A prodigious roster of narratives was delivered by a vast array of distinguished speakers but I could not help picking up the ‘cloud of sadness’ that enveloped delegates who were Shoah survivors or refugees from wartime Europe.

The morning sessions, co-chaired by Antony Polonsky, Professor Emeritus, Brandeis University and Francois Guesnet of University College, London, addressed the comparative experiences of Hungarian and Polish Jews before the rise of fascism in Hungary and of Naziism in Germany and in the countries eventually Nazi-occupied.
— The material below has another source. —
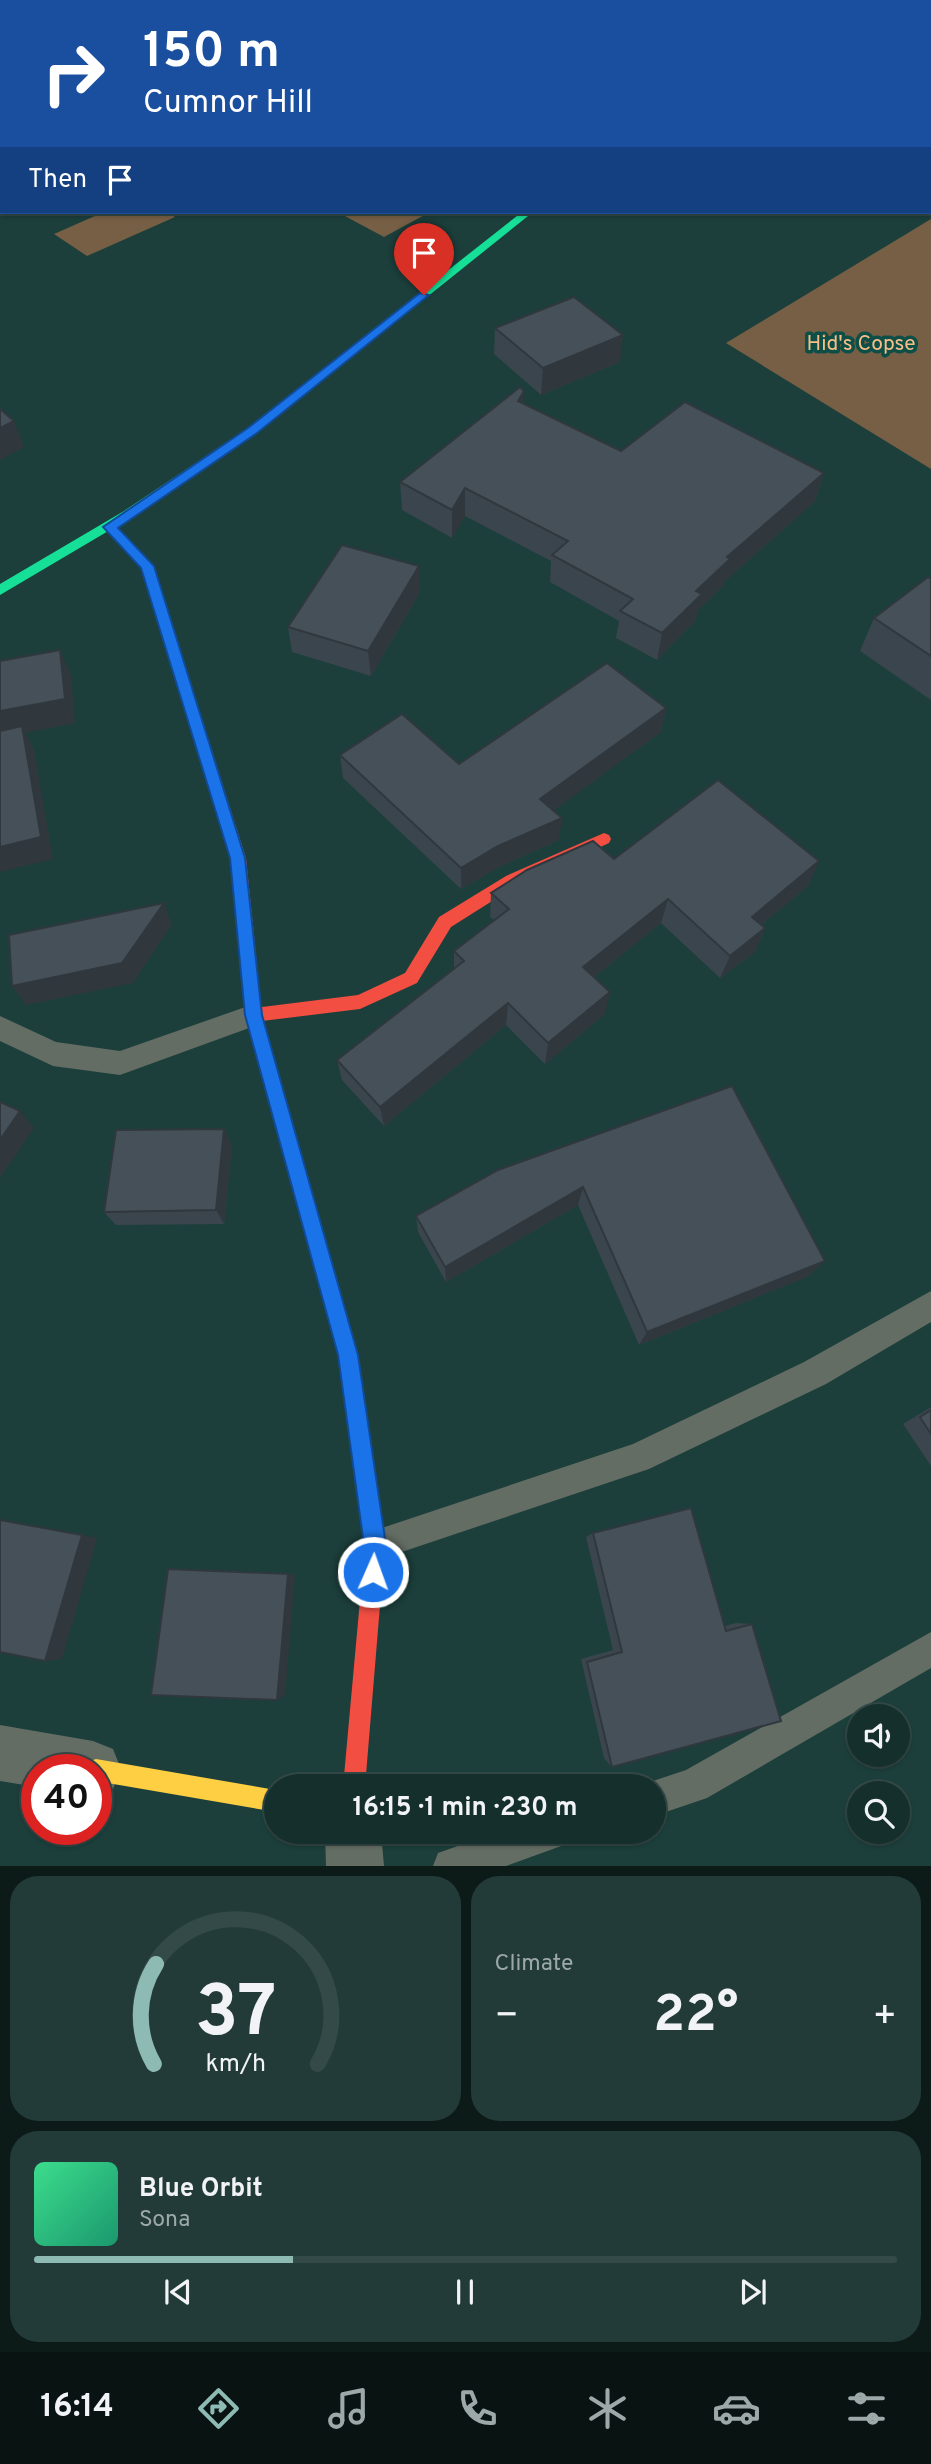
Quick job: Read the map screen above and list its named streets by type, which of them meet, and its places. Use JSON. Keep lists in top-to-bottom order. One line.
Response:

The conference opened with an overview by Professor Howard Lupovitch, Wayne State University, in which he explained that the Polish statesman Jozef Pidsulski, First marshal of Poland and de facto leader of the 1918 Second Republic, wanted the country to be inclusive - a 'home of nations.' His principal opponents in the National Democratic party wanted Poland to be an exclusively Catholic enclave. (As a matter of interest Marshal Pidsulski's daughter Jadwiga was a pilot during World War II for the British Air Transport Auxiliary and helped me with my research for my book 'Spitfire Girls.' ) It is notable that the concept of a '100% Catholic' Poland has come full circle in 2019 with the rise of the far-Right..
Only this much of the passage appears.